Accuracy of Released Image Classification Models #59

ahkarami · 2017-12-06T07:33:00Z

Dear @rkrasin,
Thank you for your fantastic Data Set. Would you please kindly inform us the accuracy (i.e., F1-Score) of your released models (i.e., ResNet 101 image classification model and Inception V3 model) on validation set?

rkrasin · 2017-12-06T07:36:50Z

Hi @ahkarami,

thank you for your kind words. While I played my part, the dataset is a work of many people, and many thanks should also go to the Google management that funded the work and gave the permission to release that much internal knowledge.

As for the accuracy of the most recently released models, I think @nalldrin has the most to say. After all, I left Google in May 2017, and no longer in the loop.

ahkarami · 2017-12-06T07:45:17Z

Dear @rkrasin,
Thank you for your time and response.

rkrasin · 2017-12-06T07:48:59Z

@ahkarami after some thought, the answer to your question can be obtained in a dyi fashion:

Download validation set images from Google Cloud Storage, as described in: https://github.com/cvdfoundation/open-images-dataset#download-images-with-bounding-boxes-annotations
Run the classifier on each of the image (optionally, with a few random crops)
Compute the score you want.

I will do it myself on the weekend, unless someone gets the score published before that.
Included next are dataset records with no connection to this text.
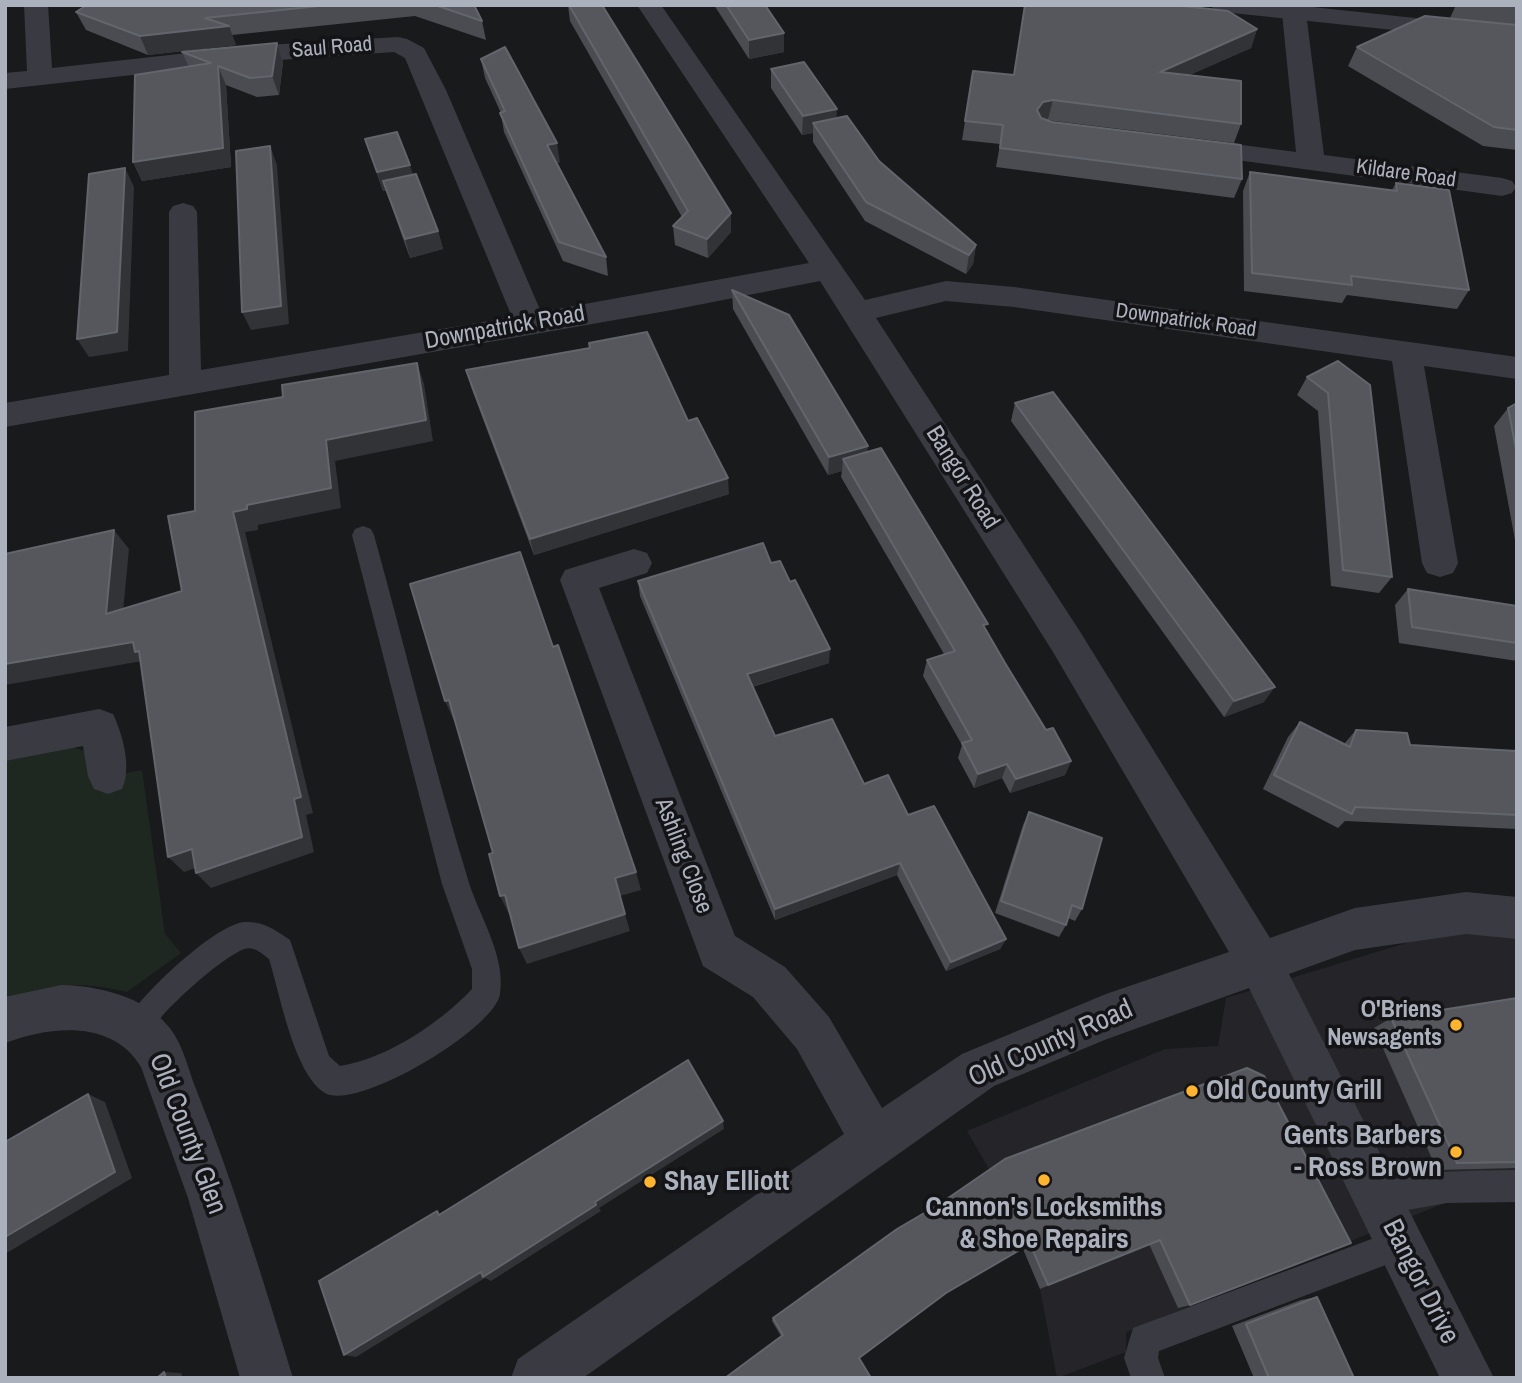 <!DOCTYPE html>
<style>
body{margin:0}
#map{position:relative;width:1522px;height:1383px;overflow:hidden;background:#191a1c;font-family:"Archivo Narrow",sans-serif}
canvas{display:block}
.frame{position:absolute;inset:0;border:7px solid #abb1bd;pointer-events:none}
</style>
<div id="map">
<canvas width="1522" height="1383"></canvas>
<div class="frame"></div>
</div>
<script>
const g = document.querySelector('canvas').getContext('2d');
g.lineJoin = 'round';
function paint(path, color) {
  g.fillStyle = color;
  g.fill(path, 'evenodd');
}
function trace(path, color, width, dash) {
  g.strokeStyle = color;
  g.lineWidth = width;
  g.lineCap = dash ? 'butt' : 'round';
  g.setLineDash(dash || []);
  g.stroke(path);
}
function drawText(font, color, halo, rows, align = 'center') {
  g.font = font + ' "Archivo Narrow",sans-serif';
  g.lineWidth = 7;
  g.setLineDash([]);
  g.textBaseline = 'middle';
  g.strokeStyle = halo;
  g.fillStyle = color;
  for (const [text, x, y, turn = 0] of rows) {
    g.save();
    g.translate(x, y);
    g.rotate((+turn || 0) * Math.PI / 180);
    g.textAlign = isNaN(turn) ? turn : align;
    if (halo) g.strokeText(text, 0, 0);
    g.fillText(text, 0, 0);
    g.restore();
  }
}
paint(new Path2D(`
 M1452 929 1517 938V1200H1452L1126 1332V1352L1057 1378 1040 1289 989 1169 967 1131 1165 1049 1218 1046 1226 998Z`), '#252529');
paint(new Path2D(`
 M73 747 87 752 91 780 142 770 165 934 181 953 127 992C76 980 55 985 5 999V758Z`), '#1f2820');
paint(new Path2D(`
 M363 526 371 529 374 535C406 651 434 768 469 883 480 917 506 957 500 994 495 1029 356 1112 325 1093 294 1074 280 994 269 959 261 953 254 946 244 949 222 958 180 996 163 1015 154 1026 151 1036 137 1041L127 1037 123 1027C134 1000 216 923 245 922 264 921 275 930 290 940L329 1056 340 1066C386 1059 440 1023 472 989V969L442 884 352 535 355 529Z
 M1517 1170V1202L1447 1203 1379 1215 1368 1210 1363 1199 1368 1188C1414 1169 1468 1171 1517 1170Z
 M1401 1228 1412 1233 1417 1244 1412 1255 1159 1351 1158 1358 1165 1378H1131L1124 1358 1133 1328Z`), '#3a3b42');
paint(new Path2D(`
 M24 5H48L52 68 251 46 398 37 407 39 424 48 446 90 541 312 809 263 637 5H661L865 300 946 281 1014 287 1517 357V379L1424 366 1458 563 1453 573 1440 577 1427 573 1422 563 1392 361 1014 307 946 301 876 318 1079 630 1270 938 1355 908 1466 892 1517 897V939L1466 934 1355 950 1289 974 1494 1378H1440L1249 988 1107 1039 994 1086 583 1378H511L518 1359 844 1134 797 1049 753 997 703 966 560 580 565 570 634 549 647 553 652 563 647 573 599 588 735 936 785 967 829 1017 882 1108 962 1054 1106 994 1229 952 1053 652 820 281 672 310 5 427V403L169 375V212L173 206 183 203 193 206 197 212 201 370 512 317 405 58 394 52 251 62 5 89V73L27 71Z
 M1294 6 1303 8 1306 13 1324 155 1502 178 1512 181 1516 187 1512 193 1502 196 1178 152 1174 146 1178 140 1188 138 1296 152 1282 13 1285 8Z
 M99 709 113 714C123 735 132 768 122 789L108 794 94 789 88 776 83 746 5 761V727Z
 M61 985C99 986 143 996 168 1026 183 1043 188 1069 196 1089 234 1184 263 1280 293 1378H240L188 1198 141 1067C113 1019 50 1026 5 1043V997Z`), '#3a3b42');
paint(new Path2D(`
 M1211 5H1294L1517 29V43L1223 12 1214 10Z`), '#3a3b42');
paint(new Path2D(`
 M87 5H476L474 6 482 21 486 40 415 16 232 35 236 45 148 55 86 30 76 12Z
 M568 5H602L731 232 708 258 675 245 673 226 682 217 570 21Z
 M714 5H765L784 52 749 59Z
 M1025 5 1257 29 1251 48 1189 75 1241 124 1234 143 1046 120 1242 179 1234 198 996 167 1000 144 962 140 973 71 1014 75Z
 M1456 5H1517V150L1483 146 1348 66 1357 47 1450 18Z
 M277 43 283 62 279 95 257 97 226 85 231 167 142 181 133 162 189 67 182 52Z
 M481 59 560 162 557 163 606 257 608 276 563 261 504 132 501 113 485 78Z
 M771 69 837 118 879 161 976 245 973 264 966 274 865 221 813 142V133L802 135 771 88Z
 M365 139 413 174 438 231 443 249 410 258 386 191H383Z
 M1250 172 1392 190 1396 183 1469 290 1457 309 1347 295 1342 303 1244 291 1243 191Z
 M732 290 868 452 986 631 1046 730 1071 761 1065 775 1010 793 1002 778 974 788 958 758 962 745 923 676 927 660 944 654 841 477 842 471 828 475 733 309Z
 M589 343 688 421 729 494 534 555 471 387 466 370 590 348Z
 M1338 361 1392 577 1379 593 1331 586 1318 411 1297 395 1307 377Z
 M1015 403 1264 702 1224 717 1011 421Z
 M1517 403V551L1494 426 1508 408Z
 M638 581 829 663 752 687 775 736 864 784 908 815 1006 939 1000 949 946 971 897 875 775 920 640 596Z
 M1408 589 1517 606V661L1399 643 1395 605Z
 M1300 722 1344 744 1356 730 1410 745 1517 751V829L1345 821 1338 828 1263 789 1288 737Z
 M1029 812 1082 909 1075 921 1068 918 1066 925 1059 937 995 913 1023 825Z
 M1517 998V1168L1437 1170 1374 1028 1391 1018Z
 M1247 1068 1190 1305 1178 1308 1149 1244 1040 1289 1023 1249 945 1294 859 1358 781 1336 772 1321 773 1318Z
 M1317 1297 1354 1378H1254L1232 1326 1301 1300Z`), '#4a4c51');
paint(new Path2D(`
 M229 26 236 45 148 55 140 36Z
 M1257 29 1251 48 1154 91 1160 72Z
 M784 33V52L749 59V40Z
 M277 43 283 62 279 95 272 76Z
 M218 66 226 85 231 167 142 181 133 162Z
 M1053 100 1048 119 1038 121 1037 110 1043 102Z
 M837 109 836 128 813 123V133L802 135 803 116Z
 M557 143 560 162 551 164 547 145Z
 M270 146 277 165 289 324 251 330 242 312Z
 M410 165 416 184 383 181 386 191H383L377 172Z
 M125 168 134 187 128 351 89 357 77 339Z
 M731 213V232L708 258 707 239Z
 M438 231 443 249 410 258 405 239Z
 M976 245 973 264 966 274 969 255Z
 M417 363 424 384 433 441 335 461 341 508 258 525V530L245 532 313 813 306 815 314 852 211 888 196 873 233 512 247 505Z
 M868 446 866 464 843 459 842 471 828 475 829 457Z
 M728 478 729 494 534 555 530 539Z
 M114 530 129 549 121 633 106 614Z
 M133 642 148 660 5 685V664Z
 M830 649 829 663 747 688V674Z
 M1275 687 1264 702 1224 717 1234 701Z
 M449 700 459 722 455 723 445 701Z
 M1071 761 1065 775 1010 793 1016 779Z
 M1007 764 1002 778 974 788 978 774Z
 M192 849 207 864 184 872 168 857Z
 M900 863 897 875 775 920V909Z
 M636 872 641 890 620 896 615 878Z
 M505 895 514 912 509 914 500 896Z
 M625 914 630 931 527 964 519 948Z
 M1006 939 1000 949 946 971 951 962Z
 M88 1094 105 1102 132 1178 5 1254V1237Z
 M723 1121 724 1129 599 1208 601 1211 491 1281 485 1278 356 1357 344 1355 595 1202Z
 M164 1372 181 1373 183 1378H166Z`), '#323337');
const building = new Path2D(`
 M87 5H328L205 18 229 26 140 36 76 12Z
 M435 5H474L482 21Z
 M569 5H602L731 213 707 239 673 226 688 211Z
 M726 5H765L784 33 749 40Z
 M1025 5H1173L1228 11 1257 29 1160 72 1241 81V124L1053 100 1043 102 1037 110 1041 118 1052 122 1241 145 1242 179 1000 148 1003 125 965 121 973 71 1014 75Z
 M1425 16 1517 25V130L1494 127 1357 47Z
 M277 43 272 76 250 78 218 66 223 148 133 162 135 75 211 63 182 52Z
 M505 47 557 143 547 145 606 257 559 242 500 113 505 111 481 59Z
 M804 62 837 109 803 116 771 69Z
 M847 116 879 161 976 245 969 255 866 202 813 123Z
 M397 132 410 165 377 172 365 139Z
 M270 146 281 306 242 312 236 151Z
 M125 168 117 332 77 339 89 174Z
 M1250 172 1397 191 1396 183 1449 190 1469 290 1351 276 1352 285 1252 273Z
 M416 174 438 231 405 239 383 181Z
 M732 290 789 315 868 446 829 457Z
 M647 332 688 421 697 418 728 478 530 539 466 370 590 348 589 343Z
 M1338 361 1370 385 1392 577 1343 570 1328 393 1307 377Z
 M417 363 426 420 326 440 331 488 247 505V509L233 512 301 797 294 799 302 837 196 873 192 849 168 857 139 651 135 652 133 642 5 664V554L114 530 106 614 182 591 168 516 195 511V412L283 397 282 385Z
 M1053 392 1275 687 1234 701 1015 403Z
 M1517 403V454L1508 408Z
 M881 448 988 624 983 625 1005 663 1046 730 1053 728 1071 761 1016 779 1007 764 978 774 962 743 972 740 927 660 955 651 843 459Z
 M763 543 771 563 780 561 790 582 795 580 830 649 747 674 775 736 832 719 864 784 888 775 908 815 934 806 1006 939 951 962 900 863 775 909 638 581Z
 M520 552 553 647 558 645 636 872 615 878 625 914 519 948 505 895 500 896 489 854 493 853 449 700 445 701 410 584Z
 M1408 589 1517 606V643L1412 627Z
 M1300 722 1350 747 1356 730 1407 733 1410 745 1517 751V815L1355 807 1352 814 1274 775Z
 M1029 812 1102 838 1082 909 1072 905 1066 925 1001 901Z
 M1517 998V1162L1457 1163 1391 1018Z
 M688 1060 723 1121 595 1202 596 1205 483 1277 481 1272 344 1355 319 1281 437 1211 439 1215Z
 M1247 1068 1264 1076 1351 1243 1190 1305 1160 1240 1048 1285 1030 1244 946 1293 859 1358 871 1378H725L783 1335 773 1318 897 1229 938 1205 1005 1159Z
 M88 1094 115 1172 5 1237V1142Z
 M1317 1297 1354 1378H1269L1246 1324Z
 M164 1372 166 1378H157Z`);
paint(building, '#55575d');
trace(building, '#62656c', 2);
for (const [x, y, r, color] of [
 [1456,1025,7,"#ffb42f"],
 [1192,1091,7,"#ffb42f"],
 [1456,1152,7,"#ffb42f"],
 [1044,1180,7,"#ffb42f"],
 [650,1182,7,"#ffb42f"]
]) {
  const dot = new Path2D();
  dot.arc(x, y, r, 0, 2 * Math.PI);
  g.fillStyle = color;
  g.fill(dot);
  trace(dot, '#141417', 2.5);
}
drawText('21px', '#abb1bd', '#141417', [
 ["Saul Road",332,48,-5],
 ["Kildare Road",1406,174,8],
 ["Downpatrick Road",1186,321,8]
]);
drawText('24px', '#abb1bd', '#141417', [
 ["Downpatrick Road",505,328,-10],
 ["Bangor Road",962,478,58],
 ["Ashling Close",683,856,69]
]);
drawText('bold 24px', '#abb1bd', '#141417', [
 ["O'Briens",1442,1011],
 ["Newsagents",1442,1039]
], 'right');
drawText('28px', '#abb1bd', '#141417', [
 ["Old County Road",1051,1044,-24],
 ["Old County Glen",187,1134,69],
 ["Bangor Drive",1420,1282,63]
]);
drawText('bold 28px', '#abb1bd', '#141417', [
 ["Old County Grill",1206,1091],
 ["Gents Barbers",1442,1136,"right"],
 ["- Ross Brown",1442,1168,"right"],
 ["Shay Elliott",664,1182],
 ["Cannon's Locksmiths",1044,1208,"center"],
 ["& Shoe Repairs",1044,1240,"center"]
], 'left');
</script>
rkrasin · 2017-12-11T03:32:19Z

So, as promised, I have started doing so, and realized that the images are not actually publicly released. The registration form at CVDF website has to be submitted before any pixels are released.

I plan to document the steps required to get the access for the benefit of everyone else. The alternative way is to use Google Cloud Transfer Service. That will take about a week, so I will first try the CVDF hosted option.

The first thing I did is to fill out the form as below:

Name: Ivan Krasin
Organization: Myself
Gmail / Gmail Associated Account: imkrasin@gmail.com
Usage of Dataset (e.g. training object detector for academia research): unrestricted use

rkrasin · 2017-12-11T03:33:41Z

Actually, I already have the email that says the request is approved:

Hello,

Thanks for signing up to download Open Images Dataset. This is a confirmation that you successfully register to download the dataset.Please follow the instruction on the Github page to download the dataset.

All images have a CC BY 2.0 license. Note that CVDF does not own the copyright of images and the image license is subject to change by the image owner.

If you have any question, please contact info@cvdfoundation.org

Best,
Common Visual Data Foundation

Nice!

rkrasin · 2017-12-11T04:32:17Z

And indeed, the access works:

$ gsutil ls gs://open-images-dataset/
gs://open-images-dataset/test/
gs://open-images-dataset/train/
gs://open-images-dataset/validation/

$ gsutil ls gs://open-images-dataset/test/*.jpg | wc -l
125436

Then I have copied the images on my Google Compute Engine instance. Not the most optimized chain of command-line commands, but here we are:

$ mkdir -p ~/out/openimages/{test,validation}
$ cd ~/out/openimages/test
$ gsutil -m rsync gs://open-images-dataset/test/ .
<wait for 15 minutes>
$ ls | wc -l
125436
$ cd ~/out/openimages/validation
$ gsutil -m rsync gs://open-images-dataset/validation/ .
<wait for 5 minutes>
$ ls | wc -l
41620

Note that test + validation sets are 50 GB in total.

The next step is to run both classifiers (v1 and v2) on all images and produce two CSV files for later analysis. I will probably skip all further details until the scores are obtained. The critical step, getting the images, confirmed to be working.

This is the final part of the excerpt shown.